Gold Heads For Best Week Since November

Gold Heads For Best Week Since November

Gold heads for the best week since November, after the dollar weakened on the Federal Reserve’s new hawkish policy stance.

Weakness in the dollar is typically bullish for the precious metal because it makes gold more attractive to holders of other currencies. Treasury yields also dropped, further bolstering the yellow metal.

Fed policymakers on Wednesday said that they would speed up the timeline at which they would stop asset purchases begun to prop up the economy during the pandemic. In an effort to get a handle on skyrocketing inflation, the Fed also indicated that three interest rate increases would be likely in 2022. Rates are currently near zero.

The Bank of England went a step further Thursday by becoming the first major central bank to raise interest rates since the pandemic began.

While gold got a boost from the moves in the dollar and Treasury yields, higher rates can ultimately be bearish for gold because they make the precious metal less attractive as an alternate investment.

February gold futures rose 1.9% Thursday to settle at $1,798.20 an ounce on Comex and increased 0.8% in the first four days of the week. Before the Fed announcement, gold had settled within a roughly $25 range for about three weeks. Gold decreased 0.4% in November after advancing 1.5% in October. The yellow metal is down 5.1% so far in 2021. The February contract is up $9.50 (+0.53%) to $1,807.70 and the DG spot price is $1,807.70.

While the Fed and the Bank of England took more hawkish stances, the European Central Bank pledged further stimulus in a policy announcement Thursday, though it did cut pandemic bond buying. The Bank of Japan also scaled back pandemic-era funding Friday, but it’s expected to remain dovish on a rate increase.

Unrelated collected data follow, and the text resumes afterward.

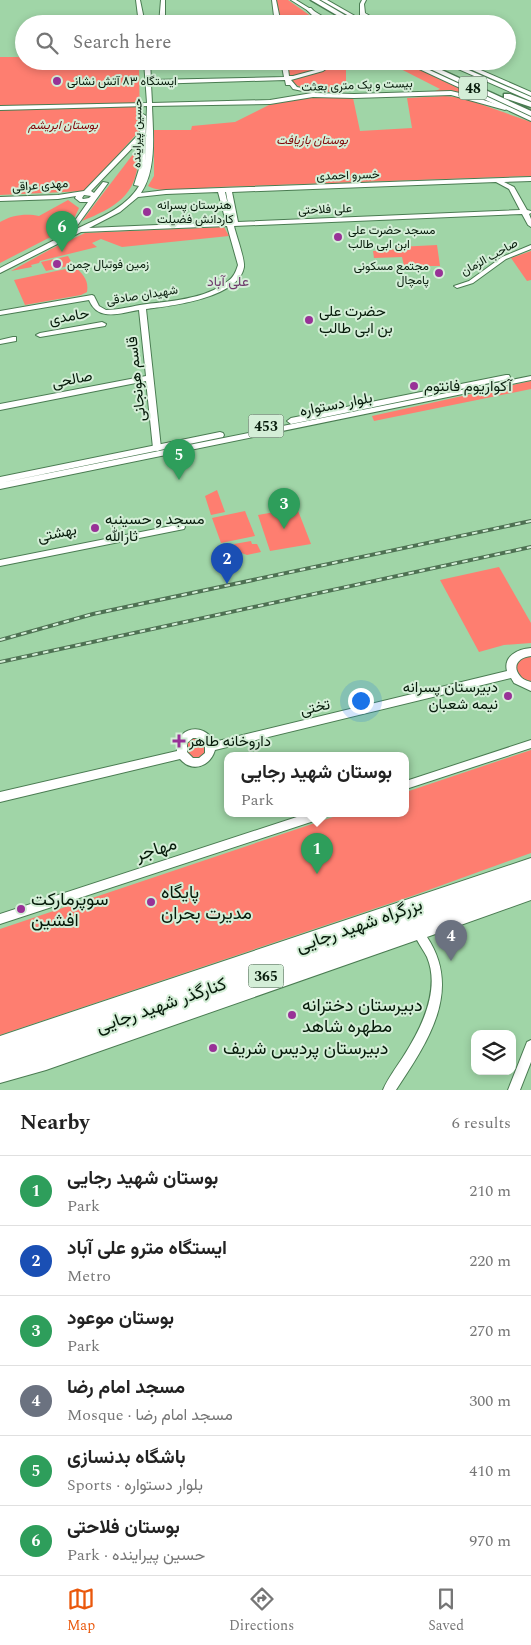 <!DOCTYPE html>
<meta charset="utf-8">
<style>
body{margin:0;font-family:Spectral,Vazirmatn,serif;background:#f6f6f6;color:#222}
.controls{position:absolute;right:15px;bottom:15px;display:grid;overflow:hidden;border-radius:10px;box-shadow:0 2px 8px #0003}
.controls button{width:45px;height:45px;display:grid;place-items:center;padding:0;border:0;border-bottom:1px solid #e0e0e0;background:#fff;color:#222;font:25px sans-serif}
.you{position:absolute;left:360px;top:700px;width:18px;height:18px;margin:-12px;border:4px solid #fff;border-radius:50%;background:#1a73e8;box-shadow:0 0 0 8px #1a73e833}
.badge{display:grid;place-items:center;width:32px;height:32px;border-radius:50%;background:#ea580c;color:#fff;font-size:16px;font-weight:700}
.pin{position:absolute;translate:-50% -41px;filter:drop-shadow(0 1px 2px #0008)}
.pin::after{content:'';position:absolute;top:26px;width:18px;height:15px;background:inherit;clip-path:polygon(0 0,100% 0,50% 100%)}
.popup{position:absolute;left:224px;top:752px;width:185px;height:65px;box-sizing:border-box;display:grid;place-content:center;border-radius:10px;background:#fff;filter:drop-shadow(0 1px 4px #0005);font-size:16px;white-space:nowrap;color:#767676}
.popup b{font-size:19px;color:#222}
.popup::after{content:'';position:absolute;left:50%;top:100%;margin-left:-10px;border:10px solid transparent;border-top-color:#fff}
.list{margin:0;padding:0;list-style:none}
h2{display:flex;justify-content:space-between;align-items:center;height:65px;margin:0;padding:0 20px;font-size:21px}
h2 small{font-size:16px;font-weight:400;color:#767676}
.list li{display:grid;grid-template-columns:32px 1fr auto;gap:15px;align-items:center;box-sizing:border-box;height:70px;padding:0 20px;border-top:1px solid #e0e0e0}
.list b{display:block;font-size:19px;white-space:nowrap}
.list p{margin:0;font-size:16px;white-space:nowrap;color:#767676}
.list em{font-size:16px;font-style:normal;color:#767676}
.icon{flex:none;width:28px;height:28px;fill:none;stroke:currentColor;stroke-width:2;stroke-linecap:round;stroke-linejoin:round}
.map{position:relative;flex:none;width:531px;height:1090px;overflow:hidden}
.search{position:absolute;background:#fff;box-shadow:0 2px 8px #0003;left:15px;right:15px;top:15px;height:55px;display:flex;align-items:center;gap:12px;box-sizing:border-box;padding:0 18px;border-radius:28px;color:#767676;font-size:19px}
.sheet{height:485px;background:#fff}
nav{display:flex;justify-content:space-around;align-items:center;box-sizing:border-box;height:70px;border-top:1px solid #e0e0e0;background:#fff;font-size:14px;color:#767676}
nav a{display:grid;justify-items:center;gap:2px}
nav .on{color:#ea580c}
.map>svg:first-child{display:block}
</style>
<div class="map">
<svg width="531" height="1090" viewBox="0 0 531 1090">
<rect width="100%" height="100%" fill="#a0d5a7"/>
<!-- green -->
<path fill="#fe7e70" d="M276,0H288L322,24H281Z
M0,57H24V61H114L139,64L140,130L86,191L0,195Z
M286,61H331L315,71L289,77Z
M336,61H346V91L343,92C324,92 303,93 289,79L316,73Z
M385,61H401L497,106L462,94L382,93L435,91L440,89Z
M445,96L463,98L531,122V176L218,187C198,188 165,195 148,186L154,176V130H191L192,126L235,122L269,105L311,97L353,98L360,131L412,128L407,98Z
M137,149C142,192 117,207 82,221Z
M68,200L79,208L70,227L0,263V222C11,215 27,213 39,216Z
M224,227L229,236L122,247L101,239L92,243L97,247L40,261L39,263L31,265L32,267L11,271L51,249L85,233Z
M437,245L440,266H404L402,257L374,258L373,251L397,249L398,247Z
M531,251V280L527,281L511,258Z
M68,256L73,265L46,271L41,262Z
M75,267C83,274 89,280 87,292L81,295L25,305L14,280Z
M531,381V389L374,421L372,416Z
M217,490L225,512L211,515L205,496Z
M297,508L311,544L270,551L258,515Z
M245,511L255,536L221,543L212,518Z
M251,541L252,544H257L261,552L247,555L236,551L234,544Z
M499,567L531,623V643L504,645L479,652L440,580Z
M531,655V683L523,680L515,672C516,659 519,658 531,655Z
M199,737L209,743L204,757L195,759L187,757L185,743L191,738Z
M531,750V853L412,896L0,1035V929L345,813H406V792Z"/>
<g fill="none" stroke-linecap="round" stroke-linejoin="round">
<!-- secondary casing -->
<g stroke="#4a7c52" stroke-width="2">
<path id="secondary" d="M136,0H140L145,24H139Z
M161,0H165V24H159Z
M272,0H276L281,24H275Z
M362,0H366L364,4L365,13L383,24H377L360,15V4Z
M307,8H311L326,24H321L307,10Z
M144,61H150L151,80L284,77L281,61H287L289,76H293L319,69L330,61H337L323,71L291,80L297,87L315,91L316,92L314,93L354,94L451,91L468,95L508,108L505,110L451,95L354,98L313,97L270,104L152,106C153,134 157,169 141,193L166,190L531,177V181L504,182L514,187L527,210L531,211V213L529,214L531,219V227L528,225L522,214L234,226C236,235 245,259 244,267C239,298 171,306 146,309L161,448L160,450L157,451L153,448L146,381L0,410V404L146,376L139,310C120,313 98,322 89,300L0,315V311L92,295L94,296L99,306L106,310C117,310 129,307 140,305C168,301 205,300 228,281C234,277 236,271 238,265L227,226L81,232L0,273V268L74,230L69,229L88,202H80L75,198L76,196L58,199L0,201V197L58,195L84,191L140,133V116L143,114L146,116L145,162L147,106L0,110V106L147,103ZM285,80L286,85H290L293,89L312,93L270,100L152,103L151,84ZM140,140L139,169L134,185L139,186C125,209 97,219 74,230L108,183L103,182L94,193L91,191ZM496,182L509,189L520,210L238,222L232,192ZM218,192L226,222L89,228L120,212L138,197L166,194ZM225,192H226L229,209ZM84,195L91,196L89,198L83,199L82,198Z
M452,61H460L531,92V96Z
M531,245V249L506,259L473,283L457,288L454,286L469,281L502,257Z
M102,322L106,324L105,326L40,337L36,335L40,333Z
M13,337H16V341L0,344V340Z
M181,524L184,525L185,527L184,529L0,566V560Z
M531,648V656C520,657 511,665 520,676C522,679 527,681 531,682V691L514,683L511,678L215,750C210,767 192,773 180,759L0,802V792L177,751C175,727 204,721 214,742L507,671C503,656 518,649 531,648ZM193,738H199L205,744V753L199,758H193L187,752V743Z
M531,740V748L406,789V781Z
M309,813H328L327,816L323,818L0,924V914Z
M531,858V868L39,1036L0,1048V1036Z
M531,890V900L427,937C463,991 427,1043 396,1090H383C388,1078 396,1068 403,1057C421,1029 441,990 427,957C424,951 420,946 417,940L46,1070L0,1083V1071L46,1058Z
M531,1040V1062L520,1090H508L527,1042Z"/>
</g>
<!-- primary casing -->
<g stroke="#4a7c52" stroke-width="2">
<path id="primary" d="M291,0H296L335,24H329Z
M321,0H327L369,24H363Z
M402,61H410L531,117V121Z
M440,61H448L531,97V101Z
M506,375H509L510,377L509,379L291,424L287,421L291,418Z
M531,376V380L0,489V483Z
M220,432L223,433L224,435L223,437L0,483V477Z"/>
</g>
<!-- highway casing -->
<g stroke="#4a7c52" stroke-width="3">
<path id="highway" d="M311,0H319L360,24H352Z
M413,61H422L531,111V116Z
M504,94H510L531,102V107L504,98Z
M531,867V892L44,1061L0,1073V1044L41,1034Z"/>
</g>
<!-- secondary -->
<use href="#secondary" fill="#fff" fill-rule="evenodd"/>
<!-- primary -->
<use href="#primary" fill="#fff" fill-rule="evenodd"/>
<!-- highway -->
<use href="#highway" fill="#fff" fill-rule="evenodd"/>
<!-- rail casing -->
<g stroke="#4e7153" stroke-width="4">
<path id="rail" d="M0,640L93,614L531,521
M0,662L531,547"/>
</g>
<!-- rail -->
<use href="#rail" stroke="#d4eed7" stroke-width="2" stroke-dasharray="5.5" stroke-linecap="butt"/>
</g>
<!-- markers -->
<g fill="#983297" stroke="#d4eed7" stroke-width="2">
<circle cx="57" cy="81" r="5"/>
<circle cx="147" cy="212" r="5"/>
<circle cx="338" cy="237" r="5"/>
<circle cx="57" cy="264" r="5"/>
<circle cx="439" cy="273" r="5"/>
<circle cx="309" cy="320" r="5"/>
<circle cx="414" cy="386" r="5"/>
<circle cx="95" cy="528" r="5"/>
<circle cx="508" cy="696" r="5"/>
<path d="M176.5 733.5h5v5h5v5h-5v5h-5v-5h-5v-5h5z"/>
<circle cx="151" cy="902" r="5"/>
<circle cx="21" cy="909" r="5"/>
<circle cx="292" cy="1015" r="5"/>
<circle cx="213" cy="1048" r="5"/>
</g>
<g text-anchor="middle" stroke-width="4" stroke-linejoin="round" paint-order="stroke">
<!-- far-poi labels -->
<g font-size="12" fill="#061a0a" stroke="#d4eed7" text-anchor="start">
<text x="67" y="85">ایستگاه ۸۳ آتش نشانی</text>
<text x="157" y="209">هنرستان پسرانه<tspan x="157" dy="14">کاردانش فضیلت</tspan></text>
<text x="348" y="234">مسجد حضرت علی<tspan x="348" dy="14">ابن ابی طالب</tspan></text>
<text x="67" y="268">زمین فوتبال چمن</text>
<text x="429" y="270" text-anchor="end">مجتمع مسکونی<tspan x="429" dy="14">پامچال</tspan></text>
</g>
<!-- far-street labels -->
<g font-size="12" fill="#061a0a" stroke="#d4eed7">
<text transform="translate(357 85) rotate(-2)" y="4">بیست و یک متری بعثت</text>
<text transform="translate(137 133) rotate(-89)" y="4">حسین پیراینده</text>
<text transform="translate(348 175) rotate(-2)" y="4">خسرو احمدی</text>
<text transform="translate(40 185) rotate(-4)" y="4">مهدی عراقی</text>
<text transform="translate(325 209) rotate(-2)" y="4">علی فلاحتی</text>
<text transform="translate(489 257) rotate(-29)" y="4">صاحب الزمان</text>
<text transform="translate(142 295) rotate(-9)" y="4">شهیدان صادقی</text>
</g>
<!-- far-park labels -->
<g font-size="12" font-style="italic" fill="#800406" stroke="#d4eed7">
<text x="63" y="129">بوستان ابریشم</text>
<text x="312" y="144">بوستان بازیافت</text>
</g>
<!-- shield labels -->
<g fill="#d4eed7" stroke="#445a48" stroke-width="1">
<rect x="459" y="76.5" width="28" height="23" rx="4"/>
<rect x="248.5" y="414.5" width="35" height="23" rx="4"/>
<rect x="248.5" y="964.5" width="35" height="23" rx="4"/>
</g>
<g font-size="14" font-weight="bold" fill="#061a0a">
<text x="473" y="93">48</text>
<text x="266" y="431">453</text>
<text x="266" y="981">365</text>
</g>
<!-- far-neighbourhood labels -->
<g font-size="14" fill="#703c6e" stroke="#d4eed7">
<text x="228" y="286">علی آباد</text>
</g>
<!-- poi labels -->
<g font-size="15" fill="#061a0a" stroke="#d4eed7" text-anchor="start">
<text x="319" y="316">حضرت علی<tspan x="319" dy="17">بن ابی طالب</tspan></text>
<text x="424" y="391">آکواریوم فانتوم</text>
<text x="105" y="524">مسجد و حسینیه<tspan x="105" dy="17">ثارالله</tspan></text>
<text x="498" y="692" text-anchor="end">دبیرستان پسرانه<tspan x="498" dy="17">نیمه شعبان</tspan></text>
<text x="189" y="746">داروخانه طاهر</text>
</g>
<!-- street labels -->
<g font-size="15" fill="#061a0a" stroke="#d4eed7">
<text transform="translate(69 316) rotate(-10)" y="5">حامدی</text>
<text transform="translate(72 379) rotate(-11)" y="5">صالحی</text>
<text transform="translate(136 379) rotate(-96)" y="5">قاسم هونجانی</text>
<text transform="translate(336 404) rotate(-11)" y="5">بلوار دستواره</text>
<text transform="translate(57 533) rotate(-12)" y="5">بهشتی</text>
<text transform="translate(315 707) rotate(-13)" y="5">تختی</text>
</g>
<!-- near-street labels -->
<g font-size="18" fill="#061a0a" stroke="#d4eed7">
<text transform="translate(156 849) rotate(-18)" y="6">مهاجر</text>
<text transform="translate(359 925) rotate(-19)" y="6">بزرگراه شهید رجایی</text>
<text transform="translate(161 1005) rotate(-19)" y="6">کنارگذر شهید رجایی</text>
</g>
<!-- near-poi labels -->
<g font-size="18" fill="#061a0a" stroke="#d4eed7" text-anchor="start">
<text x="161" y="898">پایگاه<tspan x="161" dy="21">مدیرت بحران</tspan></text>
<text x="31" y="905">سوپرمارکت<tspan x="31" dy="21">افشین</tspan></text>
<text x="302" y="1011">دبیرستان دخترانه<tspan x="302" dy="21">مطهره شاهد</tspan></text>
<text x="223" y="1054">دبیرستان پردیس شریف</text>
</g>
</g>
</svg>
<div class="controls">
<button><svg class="icon" aria-label="layers" viewBox="0 0 24 24"><path d="M12 4l9 5-9 5-9-5zM3 14l9 5 9-5"/></svg></button>
</div>
<div class="you"></div>
<div class="pin badge" style="left:317px;top:874px;background:#2e9e5b">1</div>
<div class="popup"><b>بوستان شهید رجایی</b>Park</div>
<div class="pin badge" style="left:227px;top:584px;background:#1a4fb4">2</div>
<div class="pin badge" style="left:284px;top:529px;background:#2e9e5b">3</div>
<div class="pin badge" style="left:451px;top:961px;background:#6b7280">4</div>
<div class="pin badge" style="left:179px;top:480px;background:#2e9e5b">5</div>
<div class="pin badge" style="left:62px;top:252px;background:#2e9e5b">6</div>
<div class="search"><svg class="icon" aria-label="search" viewBox="0 0 24 24"><circle cx="10" cy="10" r="6"/><path d="M15 15l6 6"/></svg>Search here</div>
</div>
<section class="sheet">
<h2>Nearby<small>6 results</small></h2>
<ul class="list">
<li><span class="badge" style="background:#2e9e5b">1</span><div><b>بوستان شهید رجایی</b><p>Park</p></div><em>210 m</em></li>
<li><span class="badge" style="background:#1a4fb4">2</span><div><b>ایستگاه مترو علی آباد</b><p>Metro</p></div><em>220 m</em></li>
<li><span class="badge" style="background:#2e9e5b">3</span><div><b>بوستان موعود</b><p>Park</p></div><em>270 m</em></li>
<li><span class="badge" style="background:#6b7280">4</span><div><b>مسجد امام رضا</b><p>Mosque · مسجد امام رضا</p></div><em>300 m</em></li>
<li><span class="badge" style="background:#2e9e5b">5</span><div><b>باشگاه بدنسازی</b><p>Sports · بلوار دستواره</p></div><em>410 m</em></li>
<li><span class="badge" style="background:#2e9e5b">6</span><div><b>بوستان فلاحتی</b><p>Park · حسین پیراینده</p></div><em>970 m</em></li>
</ul>
</section>
<nav>
<a class="on"><svg class="icon" aria-label="map" viewBox="0 0 24 24"><path d="M3 6l6-2 6 2 6-2v14l-6 2-6-2-6 2zM9 4v14M15 6v14"/></svg>Map</a>
<a><svg class="icon" aria-label="directions" viewBox="0 0 24 24"><path d="M12 3l9 9-9 9-9-9zM9 14v-3h6M13 9l2 2-2 2"/></svg>Directions</a>
<a><svg class="icon" aria-label="saved" viewBox="0 0 24 24"><path d="M7 4h10v16l-5-4-5 4z"/></svg>Saved</a>
</nav>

Though central banks have pivoted to focusing on inflation over the job market, U.S. weekly initial jobless claims for last week came in higher than expected in a Labor Department report Thursday. Applications for new unemployment benefits, which dropped to their lowest level in more than half a century in the last report, reached 206,000, above analysts’ consensus estimate of 195,000.

The U.S. consumer price index, a closely watched barometer on inflation, surged to a 39-year high of 6.8% last month, according to a report released last week, further pressuring the Fed and other central banks to take steps to rein in runaway prices. Gold is a traditional hedge against inflation.

Markets also continued to grapple with what the omicron variant of the coronavirus will mean for the global economic recovery.

March silver futures increased 4.4% Thursday to settle at $22.49 an ounce on Comex, and the front-month contract gained 1.3% in the first four days of the week. Silver fell 4.7% in November after rising 8.6% in October. The metal is down 15% so far this year. Silver prices are tied to industrial demand. The March contract is currently up $0.090 (+0.40%) to $22.575 and the DG spot price is $22.60.

Meanwhile, palladium headed lower for the week amid the global shortage of semiconductor chips used in automobile production — though it erased most of its losses Thursday. The metal’s main use is in catalytic converters for gasoline-powered vehicles.

Spot palladium rallied 11% Thursday to $1,745.50 an ounce, though it’s down 1.2% so far this week. It plummeted 13% in November after rallying 4.3% in October. It’s down 29% so far in 2021. Currently, the DG spot price is up $4.40 an ounce to $947.30.

Spot platinum rose 4.2% Thursday to $944.60 an ounce, though it’s down 0.3% in the first four days of the week. The metal dropped 8.1% last month after rising 6% in October. It’s down 12% so far this year. The DG spot price is up $58.70 an ounce to $1,798.50, currently.